By Tom Cohen CNN WASHINGTON (CNN) — [Breaking news update, 1:22 p.m.] (CNN) — The Republican-led House will vote Saturday on adding provisions inten...
By Tom Cohen

CNN

WASHINGTON (CNN) — [Breaking news update, 1:22 p.m.]

(CNN) — The Republican-led House will vote Saturday on adding provisions intended to undermine Obamacare to a Senate-passed spending plan needed to avert a government shutdown next week, House GOP leaders announced.

[Original story published at 12:52 p.m.]

With a possible government shutdown looming, House Republicans moved toward holding a vote Saturday on a spending plan that also would undermine Obamacare in defiance of certain rejection by Senate Democrats.

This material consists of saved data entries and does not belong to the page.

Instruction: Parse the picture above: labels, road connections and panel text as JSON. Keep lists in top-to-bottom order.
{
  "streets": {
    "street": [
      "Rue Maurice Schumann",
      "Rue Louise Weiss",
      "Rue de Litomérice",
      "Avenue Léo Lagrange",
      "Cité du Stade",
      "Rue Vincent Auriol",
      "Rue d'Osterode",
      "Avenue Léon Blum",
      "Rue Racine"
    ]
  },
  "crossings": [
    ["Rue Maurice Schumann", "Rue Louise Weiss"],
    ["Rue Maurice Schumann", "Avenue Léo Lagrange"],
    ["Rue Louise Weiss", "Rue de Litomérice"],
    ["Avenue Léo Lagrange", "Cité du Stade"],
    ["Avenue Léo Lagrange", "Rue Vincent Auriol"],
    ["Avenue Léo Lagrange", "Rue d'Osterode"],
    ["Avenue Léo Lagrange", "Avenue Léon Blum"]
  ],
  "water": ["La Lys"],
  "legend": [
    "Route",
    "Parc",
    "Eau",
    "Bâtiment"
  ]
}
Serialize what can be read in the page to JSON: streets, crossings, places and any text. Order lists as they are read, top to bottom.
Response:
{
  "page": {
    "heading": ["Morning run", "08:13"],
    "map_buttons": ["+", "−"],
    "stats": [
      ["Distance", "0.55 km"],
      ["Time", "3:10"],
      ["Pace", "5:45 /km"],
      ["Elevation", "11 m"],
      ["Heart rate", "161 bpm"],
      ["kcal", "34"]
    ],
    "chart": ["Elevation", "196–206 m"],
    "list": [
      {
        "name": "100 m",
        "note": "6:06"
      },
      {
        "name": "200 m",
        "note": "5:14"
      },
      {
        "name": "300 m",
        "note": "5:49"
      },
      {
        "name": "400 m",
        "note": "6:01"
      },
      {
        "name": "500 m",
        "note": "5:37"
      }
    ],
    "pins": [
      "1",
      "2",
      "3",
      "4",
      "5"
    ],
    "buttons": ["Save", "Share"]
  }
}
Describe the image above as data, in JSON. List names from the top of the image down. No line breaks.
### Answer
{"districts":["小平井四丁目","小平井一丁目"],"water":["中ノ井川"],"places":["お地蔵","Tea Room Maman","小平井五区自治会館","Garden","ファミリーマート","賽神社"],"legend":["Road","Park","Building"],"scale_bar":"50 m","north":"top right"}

gathered Saturday to try to work out a spending plan acceptable to tea party conservatives who demand that it must hurt Obamacare in some fashion.

Speaker John Boehner convened the rare weekend caucus meeting to forge a counteroffer to the Senate version sent over on Friday.

In a strict party line vote, Senate Democrats restored funding for President Barack Obama’s signature health care reforms that House Republicans had eliminated in their original proposal to extend government funding beyond the end of the current fiscal year on Monday.

A similar 54-44 Senate vote then sent the measure back to the House, leaving Boehner with the choice of urging his divided Republican caucus to vote with Democrats to pass the Senate plan, or to yield again to the tea party wing that seeks to undermine Obamacare.

Now House Republicans are looking at less comprehensive attacks on the health care reforms — such as a one-year delay in fully implementing them or eliminating a tax that the Affordable Care Act imposes on medical devices — to attach to the spending plan and send it back to the Senate.

Republican sources told CNN that a House vote on a revised spending measure was likely to take place on Saturday. According to the sources, the GOP changes would include some form of Obamacare action and fund the government until December 15, a month longer than the Senate version.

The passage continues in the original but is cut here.